Apple has won its appeal of a U.S. patent-infringement verdict related to a Yale University professor’s invention on how documents are displayed on a computer screen, reports “Bloomberg” (http://macte.ch/V5VGY).

Apple didn’t infringe patents owned by Mirror Worlds LLC, the U.S. Court of Appeals for the Federal Circuit in Washington saidTuesday in a ruling posted on its website. The court upheld a lower-court decision that tossed the 2010 jury verdict.

“The evidence was insufficient to support the jury’s finding of infringement for all of the asserted claims,” the appeals court wrote in today’s decision.

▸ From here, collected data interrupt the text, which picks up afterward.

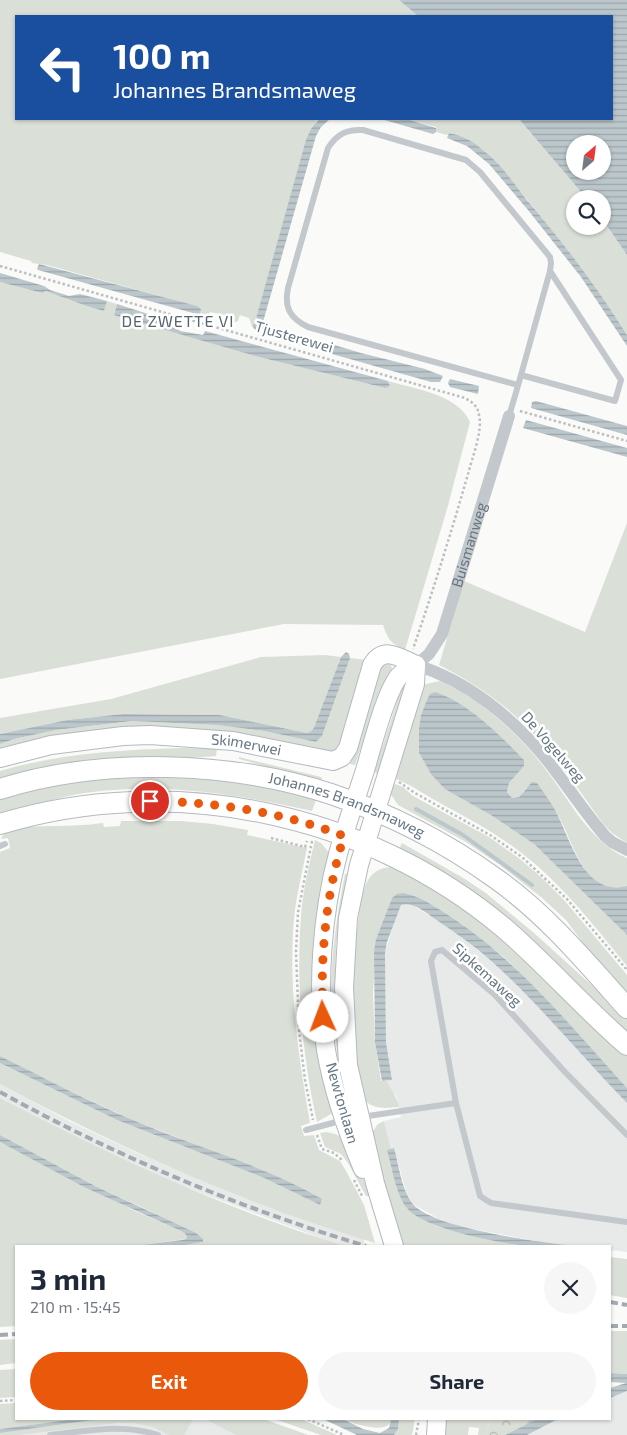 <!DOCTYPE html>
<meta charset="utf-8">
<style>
body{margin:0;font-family:"Exo 2",sans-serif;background:#f6f6f7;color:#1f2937;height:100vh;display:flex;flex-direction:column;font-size:19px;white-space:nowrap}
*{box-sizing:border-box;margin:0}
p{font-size:16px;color:#747a83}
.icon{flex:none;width:28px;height:28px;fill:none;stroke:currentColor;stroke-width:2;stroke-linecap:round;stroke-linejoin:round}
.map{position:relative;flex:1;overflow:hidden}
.details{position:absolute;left:15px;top:1245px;width:596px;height:175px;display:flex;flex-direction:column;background:#fff;border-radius:0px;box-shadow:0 1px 4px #0004}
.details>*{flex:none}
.banner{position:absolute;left:15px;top:15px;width:598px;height:105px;border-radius:0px;box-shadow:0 1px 4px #0004;background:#1a4fa0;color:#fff;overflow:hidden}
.needle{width:32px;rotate:28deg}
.controls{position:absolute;left:566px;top:135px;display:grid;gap:10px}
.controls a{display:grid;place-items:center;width:45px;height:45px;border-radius:50%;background:#fff;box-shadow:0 1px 4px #0004;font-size:25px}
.pin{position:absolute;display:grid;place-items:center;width:42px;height:42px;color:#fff;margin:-21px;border:2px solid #fff;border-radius:50%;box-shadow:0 1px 5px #0007}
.me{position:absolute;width:55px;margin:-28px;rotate:358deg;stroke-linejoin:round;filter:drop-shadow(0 0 4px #0008)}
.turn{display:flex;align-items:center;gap:18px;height:105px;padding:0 15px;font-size:22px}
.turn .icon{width:65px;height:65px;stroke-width:2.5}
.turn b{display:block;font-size:35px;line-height:42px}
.round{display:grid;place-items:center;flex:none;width:52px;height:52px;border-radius:26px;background:#f6f6f7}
.summary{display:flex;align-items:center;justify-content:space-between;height:85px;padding:0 15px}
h1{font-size:30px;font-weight:700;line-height:38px}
.primary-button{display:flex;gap:10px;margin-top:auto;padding:10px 15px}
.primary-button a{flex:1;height:58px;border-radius:30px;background:#ea580c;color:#fff;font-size:20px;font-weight:700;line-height:58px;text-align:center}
.primary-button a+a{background:#f6f6f7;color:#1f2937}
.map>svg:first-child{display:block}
.built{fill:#e8e9e9}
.green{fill:#dadfd7}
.forest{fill:url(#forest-crowns)}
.water{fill:url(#water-rules);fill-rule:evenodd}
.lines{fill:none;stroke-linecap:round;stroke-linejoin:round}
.stream{stroke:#bbc7cb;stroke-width:4}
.secondary-casing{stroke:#b3babf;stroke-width:20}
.primary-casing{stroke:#b5babe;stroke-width:22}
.path{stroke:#bbbfc2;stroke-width:2.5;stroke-dasharray:2.5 2.5;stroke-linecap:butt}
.lane{stroke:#c3c8cc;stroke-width:6}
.street{stroke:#c3c8cc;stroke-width:12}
.secondary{stroke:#fff;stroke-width:18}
.primary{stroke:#fff;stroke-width:20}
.rail{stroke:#a2aab0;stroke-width:4;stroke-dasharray:8 4;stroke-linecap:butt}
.route{stroke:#ea580c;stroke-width:9;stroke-dasharray:0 16.2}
.labels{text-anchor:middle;stroke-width:5;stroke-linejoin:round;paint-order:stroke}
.street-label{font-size:15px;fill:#657683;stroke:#fff}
.neighbourhood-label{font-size:16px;letter-spacing:1px;fill:#57646e;stroke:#fff}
</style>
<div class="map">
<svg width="627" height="1435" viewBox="0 0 627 1435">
<defs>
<pattern id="forest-crowns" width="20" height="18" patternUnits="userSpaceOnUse" patternTransform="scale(1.25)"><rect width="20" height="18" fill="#dadfd7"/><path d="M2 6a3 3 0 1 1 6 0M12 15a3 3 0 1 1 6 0" fill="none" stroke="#b4b9b4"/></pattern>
<pattern id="water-rules" width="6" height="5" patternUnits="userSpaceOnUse" patternTransform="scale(1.25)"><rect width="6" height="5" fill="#bbc7cb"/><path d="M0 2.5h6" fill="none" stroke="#9ca6aa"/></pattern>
</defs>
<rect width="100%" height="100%" fill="#fafaf8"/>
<path class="built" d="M404,904L413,905L457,934L498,966L546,1015L627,1103V1252L610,1250V1246H575L552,1244L462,1227L439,1219L413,1204L407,1194L394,1149H391L384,1121L401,1117L396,1096L392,1092L387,1081L392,1079L386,1042L385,953L394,922L401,905Z
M0,1084L69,1121L135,1152L244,1198L365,1239L363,1246H345L331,1242L172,1182L78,1139L0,1098Z
M627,1391V1435H527L558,1419H610V1398Z
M100,1419H263L308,1435H0V1433Z"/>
<path class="green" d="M0,0H399L418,16H16V119H319L316,121L255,322L252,326L249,318L240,315L238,321L233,323L235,317L210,312L209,317L200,315L201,309L196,306L47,265L32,263L31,261L0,252Z
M407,119H519L587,199H575V226H602L603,220L627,255V335C596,286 561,240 524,196C511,180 499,163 483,150C473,141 462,135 449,133L447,135L436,132V127Z
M0,282L42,293L46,291C65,298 84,306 104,311L107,301L117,304L114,314L255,356L385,388L390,384L388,381C414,389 458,394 470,422L447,509L405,650C391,643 388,640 383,625L284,624L0,679Z
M627,523V843L612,833L604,825C581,793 559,760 531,731C505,704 473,682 439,665L464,581L585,632Z
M325,655L341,657L316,722C314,728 313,731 307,733L220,715L123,714L67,720L0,734V718L111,699L261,657Z
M350,658L366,660L340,747L332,754L238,735L0,751V744L14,739L56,730L132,721L217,725L264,731L316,742L322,736Z
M385,662L391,665L393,672L380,697H378L375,702V707L355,765L350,764L351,758L377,666Z
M440,681C481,699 516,732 543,766C568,797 589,842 627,858V886C582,898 574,839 556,812C550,803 535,795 526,788L519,797L512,798L507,792L509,783L524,766V760C509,745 460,699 441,695C438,694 433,695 430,695L421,715L419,753L431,774L534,844L627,935V966C595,927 564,886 524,855C498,834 469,819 440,803C423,794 408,782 390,777L422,686L426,684Z
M403,683H407L382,775L374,772Z
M183,748L217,749L216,756L174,759L0,781V771C62,753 118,750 183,748Z
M239,757L321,777L322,779L320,783C292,776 266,766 239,759Z
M119,775L203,776L317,797L312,811C235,794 165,782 85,793C56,797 28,808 0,817V796L48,784Z
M395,784L403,787L413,796L489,837L520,859L541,877L564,900L627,975V996L606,974L566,920L541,897L500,865L466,842L398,805L390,793L389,786L393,787Z
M121,821H181L213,824L248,830L247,835L307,848C303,868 298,889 295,909C287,980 298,1054 310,1123L301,1126L304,1136L314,1135L319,1150L340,1161L346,1171L364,1205L375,1243C244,1204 120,1148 0,1084V1063L117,1120L264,1178L320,1205L264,1171L133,1120L61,1087L0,1056V852L10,848L8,838L1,839L6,829C38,824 71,828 103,823L104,827L120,826Z
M315,840L321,843L330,854L322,928L334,1107L331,1114L317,1122C302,1055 296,985 301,916C303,890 309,865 315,840Z
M402,843L465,879L487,894L534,933L627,1017V1035L398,852Z
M391,867L399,868L482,919L627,1054V1088L554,1008L505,958L463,925L429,903L392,898L376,939L373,995L375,1043L381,1081H387C391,1090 397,1097 399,1107C388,1108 374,1110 366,1101C346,1079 352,910 367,882C372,872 380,868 391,867Z
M345,874H347L336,945L335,990L343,1081C339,1058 333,1036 332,1012C329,966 336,920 345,874Z
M0,1098C111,1156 225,1209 345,1246H180L203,1242L148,1210L95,1186L0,1135Z
M384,1121L391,1149L388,1150L401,1196L436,1226L461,1233L530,1246H402L370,1135L378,1124Z
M327,1132L335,1134L342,1137L359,1168L370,1196H366L348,1163L341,1154L325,1147L320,1133Z
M0,1142L133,1210L183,1232L187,1236L186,1239L132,1246H16V1326L0,1327Z
M610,1257L627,1259V1298L610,1295Z
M610,1331H627V1374L610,1373Z
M16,1339V1363L0,1365V1340Z
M16,1369V1397L0,1398V1370Z
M16,1403V1419H75L0,1429V1404Z
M100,1419H193L184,1435H169L153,1427L134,1423H117L18,1435H0V1433Z
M205,1419H263L308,1435H236Z
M274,1419H301L337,1435H321Z
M343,1419H391C391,1435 355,1425 343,1419Z
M399,1419H415L412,1435H394L398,1429Z
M444,1419H490L486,1435H478L479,1428L469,1427L468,1435H443Z"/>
<path class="forest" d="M490,1419H537L505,1435H486Z"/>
<path class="water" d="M399,0H627V255L603,220L602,199H587L519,119H611V16H418ZM575,144H602V171H575Z
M319,119H330L321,127L316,136L263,322L265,324L361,353L425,369L443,376L440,382H431L258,333L252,326L255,322L306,140L311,129Z
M381,119H407L436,128V132L433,134Z
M449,133C462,135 473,141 483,150C500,163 513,182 526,199C563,242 597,287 627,335V346L581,277L528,210L489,164L467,146L447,138Z
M39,264L197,306L201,309L200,315L38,270L37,269Z
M0,273L44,286L50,290L69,296L80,294L107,301L104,311C84,306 65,298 46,291L42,293L0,282Z
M117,304L173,322L180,331L203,335L205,331L388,381L390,386L385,388L255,356L114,315Z
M450,379L479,386L478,394L450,387L448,383Z
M536,401L627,426V435L531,408L532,402Z
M526,420L627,448V457L523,428Z
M346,652L349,654L350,658L322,736L316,742L264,731L217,725L132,721L56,730L14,739L0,744V734L67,720L123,714L220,715L307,733C313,731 314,728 316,722L341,657Z
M435,692C467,702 501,736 524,760V766L509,783L507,792L512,798L519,797L532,782L537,783C543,792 551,802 556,812C571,840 584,897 627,886V935L534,844L491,815L445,789L431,774L419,753V729L421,715L427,700L430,694Z
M403,893C420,896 434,906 448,915C518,960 571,1027 627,1088V1103C584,1059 544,1010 499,968C479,949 457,934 435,919C426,913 413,901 401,905L387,942L385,953L386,1042L392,1080L382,1081L375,1043L374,952L376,939L392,898L397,894Z
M0,1056C44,1078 88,1101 133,1120C196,1147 263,1165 322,1199L320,1205L264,1178L117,1120L0,1063Z
M0,1135L95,1186L196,1233L203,1239V1242L180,1246H132L182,1240L186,1239L187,1236L183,1232L84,1187L0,1142Z
M394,1148C399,1165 401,1188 412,1203C430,1228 543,1243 575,1246C560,1246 544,1248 529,1246C503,1244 423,1229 407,1208C396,1195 392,1167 387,1150Z
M610,1373L627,1374V1391L610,1398V1388L626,1383L610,1382Z
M75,1419H100L0,1433V1429Z
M323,1419H343L363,1429L380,1433L389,1428L391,1419H399L398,1429L394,1435H357Z
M537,1419H558L527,1435H505Z"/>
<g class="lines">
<path class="stream" d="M416,809L463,835L532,885"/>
<defs>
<g id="secondary">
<path id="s2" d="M0,758L51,745L123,736L150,735L233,741L333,761L342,757L348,748L372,665C384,645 400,658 416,665"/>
<path d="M363,1169C347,1131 333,1091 326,1050C316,988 322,914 338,854C346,825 357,796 366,767C372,746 386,690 400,675C404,671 411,668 416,665"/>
<path d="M394,1246L375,1183L348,1065L344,988L348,918L359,865L415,684L416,665"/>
<path d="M436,1435L437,1419"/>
</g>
<g id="primary">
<path id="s3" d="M0,789C101,757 231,761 331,794C390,814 445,842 495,878C546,914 586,962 627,1008"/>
<path d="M0,824C172,772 366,812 504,928C547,965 584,1008 627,1045"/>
</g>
</defs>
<use href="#secondary" class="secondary-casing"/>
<use href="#primary" class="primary-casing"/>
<path class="path" d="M0,266L465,398C472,402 478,406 479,415C483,431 472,458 468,474C451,533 433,591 413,649
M520,411L627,441
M399,782L415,793L490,835L522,857L567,899L627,970
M271,838L305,847L307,841
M312,841L298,912L296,952L299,1031L305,1080L313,1120
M317,1135L322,1149L334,1153L343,1161
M354,1180L362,1196
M0,1401L16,1400
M308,1419L344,1435
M416,1435L419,1419"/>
<path class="lane" d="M521,375L615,401L621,380L550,271
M509,416C513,403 517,389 521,375L550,271L551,263L550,257L480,172L466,160L363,130C347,129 337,134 328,148L288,288C284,308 290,318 308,327L518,385
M0,846L5,844
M361,1117L456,1103
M306,1130L344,1120
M627,1135L565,1072L495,995L442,950L435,952L431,961L456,1103L480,1196L491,1203L627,1222
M50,1435C85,1431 124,1423 158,1435"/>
<g class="street">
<path d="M416,665C468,681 513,718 547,760C567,785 584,812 605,836L612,842L627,850"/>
<path id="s1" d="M416,665L429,654L442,634L509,416"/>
</g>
<use href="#secondary" class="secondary"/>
<use href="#primary" class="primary"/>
<path class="rail" d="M0,1092C116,1156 239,1208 366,1246
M610,1302L627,1305
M610,1326H627
M0,1335L16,1334"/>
</g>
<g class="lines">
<path class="route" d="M150,801C216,802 282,812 344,836C326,894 320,956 323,1017"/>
</g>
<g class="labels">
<g class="street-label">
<text transform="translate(294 337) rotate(16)" y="5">Tjusterewei</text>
<text dy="5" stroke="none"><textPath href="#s1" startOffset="134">Buismanweg</textPath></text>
<text dy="5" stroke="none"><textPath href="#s2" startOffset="249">Skimerwei</textPath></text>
<text transform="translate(553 747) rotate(49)" y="5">De Vogelweg</text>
<text dy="5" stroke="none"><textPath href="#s3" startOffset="354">Johannes Brandsmaweg</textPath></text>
<text transform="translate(487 975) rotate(42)" y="5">Sipkemaweg</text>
<text transform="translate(342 1103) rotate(74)" y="5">Newtonlaan</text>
</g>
<g class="neighbourhood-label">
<text x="178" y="327">DE ZWETTE VI</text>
</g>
</g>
</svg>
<div class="controls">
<a><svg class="needle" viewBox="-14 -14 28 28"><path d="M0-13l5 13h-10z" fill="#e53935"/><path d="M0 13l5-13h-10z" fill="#747a83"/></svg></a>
<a><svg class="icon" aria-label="search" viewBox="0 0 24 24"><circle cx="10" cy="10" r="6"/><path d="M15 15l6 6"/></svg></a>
</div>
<div class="pin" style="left:150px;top:801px;background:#d93025"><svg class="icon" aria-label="arrive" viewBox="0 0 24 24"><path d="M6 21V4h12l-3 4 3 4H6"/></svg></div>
<svg class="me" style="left:323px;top:1017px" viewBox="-20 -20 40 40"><circle r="19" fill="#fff"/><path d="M0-13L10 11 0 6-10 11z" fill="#ea580c"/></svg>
<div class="banner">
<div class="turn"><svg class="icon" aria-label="left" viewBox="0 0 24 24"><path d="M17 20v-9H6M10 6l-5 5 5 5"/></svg><div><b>100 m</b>Johannes Brandsmaweg</div></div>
</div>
<section class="details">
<div class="summary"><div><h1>3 min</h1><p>210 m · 15:45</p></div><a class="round"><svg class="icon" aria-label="close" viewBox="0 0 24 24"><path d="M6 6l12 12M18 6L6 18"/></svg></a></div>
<div class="primary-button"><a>Exit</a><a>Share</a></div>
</section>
</div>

In October 2011 Apple challenged a jury verdict in which the computer maker was ordered to pay as much as US$625.5 million to Mirror Worlds for infringing patents related to how documents are displayed digitally. Apple asked U.S. District Judge Leonard Davis for an emergency stay of the Oct. 1 verdict, saying there are outstanding issues on two of the three patents.

Apple said patent owner Mirror Worlds would also be “triple dipping” if it were able to collect $208.5 million on each of the patents. Apple had been ordered by a jury to pay damages to Mirror Worlds for infringing patents related to how documents are displayed on a computer screen. The federal jury in Tyler, Texas, awarded $208.5 million in damages for each of the patents infringed.

In 2008 Mirror Worlds Technologies, a Texas based company, accused Apple of violating four distinct but related patents that touch on creating “streams” of documents that are automatically sorted according to time stamps, including future dates assigned to calendars and other reminders. The company said that just about all of Apple’s product line infringes on a system for organizing data by time, “but draws its closest connection with the Time Machine backup feature in Mac OS X Leopard.”